I could use real virtual machines, but they seem to have significant overhead in this case—having separate kernel, memory allocations, etc. would decrease the available memory; I'd have to run 8 of them. Also, as far as I know, they'd add computational overhead too.

I imagine that a tool that would implement such behavior would hook up some function to a page fault notification that would decide on each page fault whether it is time to suspend the process or not. But I don't know any tool that would work this way either.

Are there other choices?

Best Answer

What you are referring to is process checkpointing. There is some work in the later kernels to offer this (in conjunction with the freezer cgroup) but its not ready yet.

This is actually very difficult to achieve well unfortunately because certain resources which are shared go stale after being unavailable for a fixed period of time (TCP springs to mind, although this may also apply to applications that use a wall clock, or perhaps some shared memory that changes state during a processes offline period).

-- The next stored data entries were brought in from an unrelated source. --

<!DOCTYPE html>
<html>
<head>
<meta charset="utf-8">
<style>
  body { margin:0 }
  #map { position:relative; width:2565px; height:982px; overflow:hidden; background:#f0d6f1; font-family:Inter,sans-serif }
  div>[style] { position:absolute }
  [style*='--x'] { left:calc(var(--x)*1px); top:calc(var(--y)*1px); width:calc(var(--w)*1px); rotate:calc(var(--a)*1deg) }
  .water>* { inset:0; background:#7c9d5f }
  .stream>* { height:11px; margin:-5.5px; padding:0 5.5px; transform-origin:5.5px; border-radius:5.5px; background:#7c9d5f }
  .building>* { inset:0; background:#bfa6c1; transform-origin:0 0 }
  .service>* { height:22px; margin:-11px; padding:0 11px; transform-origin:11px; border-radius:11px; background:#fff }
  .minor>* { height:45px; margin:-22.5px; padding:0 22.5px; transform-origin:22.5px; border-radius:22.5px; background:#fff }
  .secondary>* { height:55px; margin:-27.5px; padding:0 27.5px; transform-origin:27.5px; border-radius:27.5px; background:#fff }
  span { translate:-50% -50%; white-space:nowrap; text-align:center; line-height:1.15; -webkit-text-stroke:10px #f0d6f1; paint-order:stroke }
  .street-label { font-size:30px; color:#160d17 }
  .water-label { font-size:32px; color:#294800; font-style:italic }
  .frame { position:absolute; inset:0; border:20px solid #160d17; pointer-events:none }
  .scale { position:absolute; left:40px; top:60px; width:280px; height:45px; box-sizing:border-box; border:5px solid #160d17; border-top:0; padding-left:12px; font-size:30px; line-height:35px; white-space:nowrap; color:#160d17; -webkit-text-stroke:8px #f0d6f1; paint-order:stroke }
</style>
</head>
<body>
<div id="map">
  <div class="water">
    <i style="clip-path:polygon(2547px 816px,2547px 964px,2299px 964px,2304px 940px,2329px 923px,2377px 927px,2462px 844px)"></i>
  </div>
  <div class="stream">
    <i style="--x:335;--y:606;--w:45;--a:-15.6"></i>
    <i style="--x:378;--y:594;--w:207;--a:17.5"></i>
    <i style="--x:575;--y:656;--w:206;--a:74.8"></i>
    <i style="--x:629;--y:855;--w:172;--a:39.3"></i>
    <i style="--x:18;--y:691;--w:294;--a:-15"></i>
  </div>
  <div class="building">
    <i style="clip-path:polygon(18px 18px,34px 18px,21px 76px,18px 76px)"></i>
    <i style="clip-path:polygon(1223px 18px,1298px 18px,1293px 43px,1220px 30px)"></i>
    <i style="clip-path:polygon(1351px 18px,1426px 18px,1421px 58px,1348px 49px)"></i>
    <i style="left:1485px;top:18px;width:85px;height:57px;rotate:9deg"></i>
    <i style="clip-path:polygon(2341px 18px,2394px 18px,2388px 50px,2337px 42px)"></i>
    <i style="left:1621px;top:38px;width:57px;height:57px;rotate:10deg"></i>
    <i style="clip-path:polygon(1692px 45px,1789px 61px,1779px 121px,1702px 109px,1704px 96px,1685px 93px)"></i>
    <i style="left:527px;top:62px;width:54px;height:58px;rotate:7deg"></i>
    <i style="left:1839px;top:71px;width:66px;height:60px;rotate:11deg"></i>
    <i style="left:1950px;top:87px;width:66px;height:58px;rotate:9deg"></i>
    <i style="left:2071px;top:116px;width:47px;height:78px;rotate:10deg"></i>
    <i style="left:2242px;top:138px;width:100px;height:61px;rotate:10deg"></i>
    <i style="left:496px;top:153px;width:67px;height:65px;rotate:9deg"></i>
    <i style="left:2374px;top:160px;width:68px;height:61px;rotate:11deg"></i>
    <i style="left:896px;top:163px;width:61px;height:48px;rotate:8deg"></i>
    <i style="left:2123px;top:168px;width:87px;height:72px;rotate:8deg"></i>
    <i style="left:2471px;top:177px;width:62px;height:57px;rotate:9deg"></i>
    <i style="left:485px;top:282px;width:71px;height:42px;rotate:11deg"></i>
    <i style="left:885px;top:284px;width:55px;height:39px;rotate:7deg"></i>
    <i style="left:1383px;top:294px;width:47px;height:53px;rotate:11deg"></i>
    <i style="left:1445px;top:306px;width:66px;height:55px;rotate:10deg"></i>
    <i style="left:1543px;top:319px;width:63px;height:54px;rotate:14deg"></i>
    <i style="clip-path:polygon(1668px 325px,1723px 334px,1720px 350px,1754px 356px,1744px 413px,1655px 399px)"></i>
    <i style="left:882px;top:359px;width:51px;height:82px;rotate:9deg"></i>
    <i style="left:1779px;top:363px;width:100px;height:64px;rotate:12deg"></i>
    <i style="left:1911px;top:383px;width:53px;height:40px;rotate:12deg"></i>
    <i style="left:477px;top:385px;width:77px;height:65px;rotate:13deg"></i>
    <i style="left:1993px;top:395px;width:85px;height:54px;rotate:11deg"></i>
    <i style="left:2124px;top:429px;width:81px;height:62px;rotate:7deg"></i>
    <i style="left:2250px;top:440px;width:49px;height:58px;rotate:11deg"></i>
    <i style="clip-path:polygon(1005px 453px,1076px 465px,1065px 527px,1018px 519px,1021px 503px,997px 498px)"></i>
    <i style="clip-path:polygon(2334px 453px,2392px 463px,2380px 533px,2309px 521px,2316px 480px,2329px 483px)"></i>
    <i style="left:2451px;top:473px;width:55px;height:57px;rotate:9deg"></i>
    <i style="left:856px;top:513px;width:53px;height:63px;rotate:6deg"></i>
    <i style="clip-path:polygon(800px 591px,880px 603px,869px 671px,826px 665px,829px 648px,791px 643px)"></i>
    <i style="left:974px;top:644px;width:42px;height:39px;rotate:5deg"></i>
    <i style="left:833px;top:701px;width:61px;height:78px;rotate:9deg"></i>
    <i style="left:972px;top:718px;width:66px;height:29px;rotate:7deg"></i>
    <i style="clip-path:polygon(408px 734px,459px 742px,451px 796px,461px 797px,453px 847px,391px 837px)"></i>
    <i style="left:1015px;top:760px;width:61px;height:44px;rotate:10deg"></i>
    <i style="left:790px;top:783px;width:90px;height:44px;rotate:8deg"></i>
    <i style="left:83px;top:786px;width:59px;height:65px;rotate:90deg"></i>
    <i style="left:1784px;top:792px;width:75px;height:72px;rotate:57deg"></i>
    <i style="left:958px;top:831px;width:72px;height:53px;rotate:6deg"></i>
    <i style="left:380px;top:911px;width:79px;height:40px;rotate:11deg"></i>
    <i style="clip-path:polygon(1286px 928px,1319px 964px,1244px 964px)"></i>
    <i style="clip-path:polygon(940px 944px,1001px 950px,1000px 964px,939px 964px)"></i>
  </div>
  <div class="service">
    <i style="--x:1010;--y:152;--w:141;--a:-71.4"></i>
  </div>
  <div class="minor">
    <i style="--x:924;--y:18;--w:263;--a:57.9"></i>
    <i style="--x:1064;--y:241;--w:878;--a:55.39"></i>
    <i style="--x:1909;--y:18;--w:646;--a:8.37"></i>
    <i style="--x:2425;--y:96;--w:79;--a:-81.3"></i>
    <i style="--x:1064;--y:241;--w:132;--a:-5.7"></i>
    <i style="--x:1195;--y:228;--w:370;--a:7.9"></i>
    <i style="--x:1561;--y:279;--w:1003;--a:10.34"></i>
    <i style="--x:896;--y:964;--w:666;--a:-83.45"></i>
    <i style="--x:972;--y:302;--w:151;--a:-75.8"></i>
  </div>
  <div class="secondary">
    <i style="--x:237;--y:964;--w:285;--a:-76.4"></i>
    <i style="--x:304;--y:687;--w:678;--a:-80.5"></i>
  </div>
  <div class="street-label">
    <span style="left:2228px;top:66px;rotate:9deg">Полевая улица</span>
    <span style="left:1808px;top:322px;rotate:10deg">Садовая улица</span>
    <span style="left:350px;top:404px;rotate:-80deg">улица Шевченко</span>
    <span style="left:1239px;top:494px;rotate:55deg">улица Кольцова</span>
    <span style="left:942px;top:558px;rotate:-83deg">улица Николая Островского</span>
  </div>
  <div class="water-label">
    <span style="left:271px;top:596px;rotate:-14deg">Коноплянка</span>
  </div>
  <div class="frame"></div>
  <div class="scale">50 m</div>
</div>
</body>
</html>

As for stopping the process when it reaches a certain memory utilization, theres a hack I can think of that will do this.

  • You create a cgroup that contains the freezer and memory subsystems.
  • Place your task(s) inside of the cgroup.
  • Attach a process to cgroup.event_control and set a memory threshold that you do not want to exceed (this is somewhat explained in the kernel documentation.)
  • At exceed time you freeze the cgroup. The kernel should eventually evict these pages to swap (providing your cgroup has enough).

Note the "freeze" cgroup will not evict pages to a media persistent location, but it will swap the pages out when enough time has passed and the pages are needed for something else.

Even if this does work (its pretty hacky if it did) you need to consider whether or not this is really doing anything to solve your problem.

  • How do you know it wouldn't be better to allow a process using a lot of memory to just go faster to finish quickly its memory intensive period and relinquish the memory?
  • If you try to wake processes up fairly by round-robining processes - you could argue you're doing a worse job than what the CPU scheduler is already doing for you.
  • If some processes are more important than others (and should be woken up longer/finish quicker) its probably better to just allocate them more cpu time than keeping other processes completely frozen.
  • Whilst it would be slow -- you could add a lot of swap (so you can never overcommit) then greatly reduce the interactivity of the scheduler to try to help you reduce aggressive page evictions. This is done in sched_min_granularity_ns.

Unfortunately, the best solution would be the ability to checkpoint your tasks. Its a shame that most of the implementations are just not that concrete enough yet.

Alternatively, you could wait a couple of years for proper checkpoint/restore to be available in the kernel!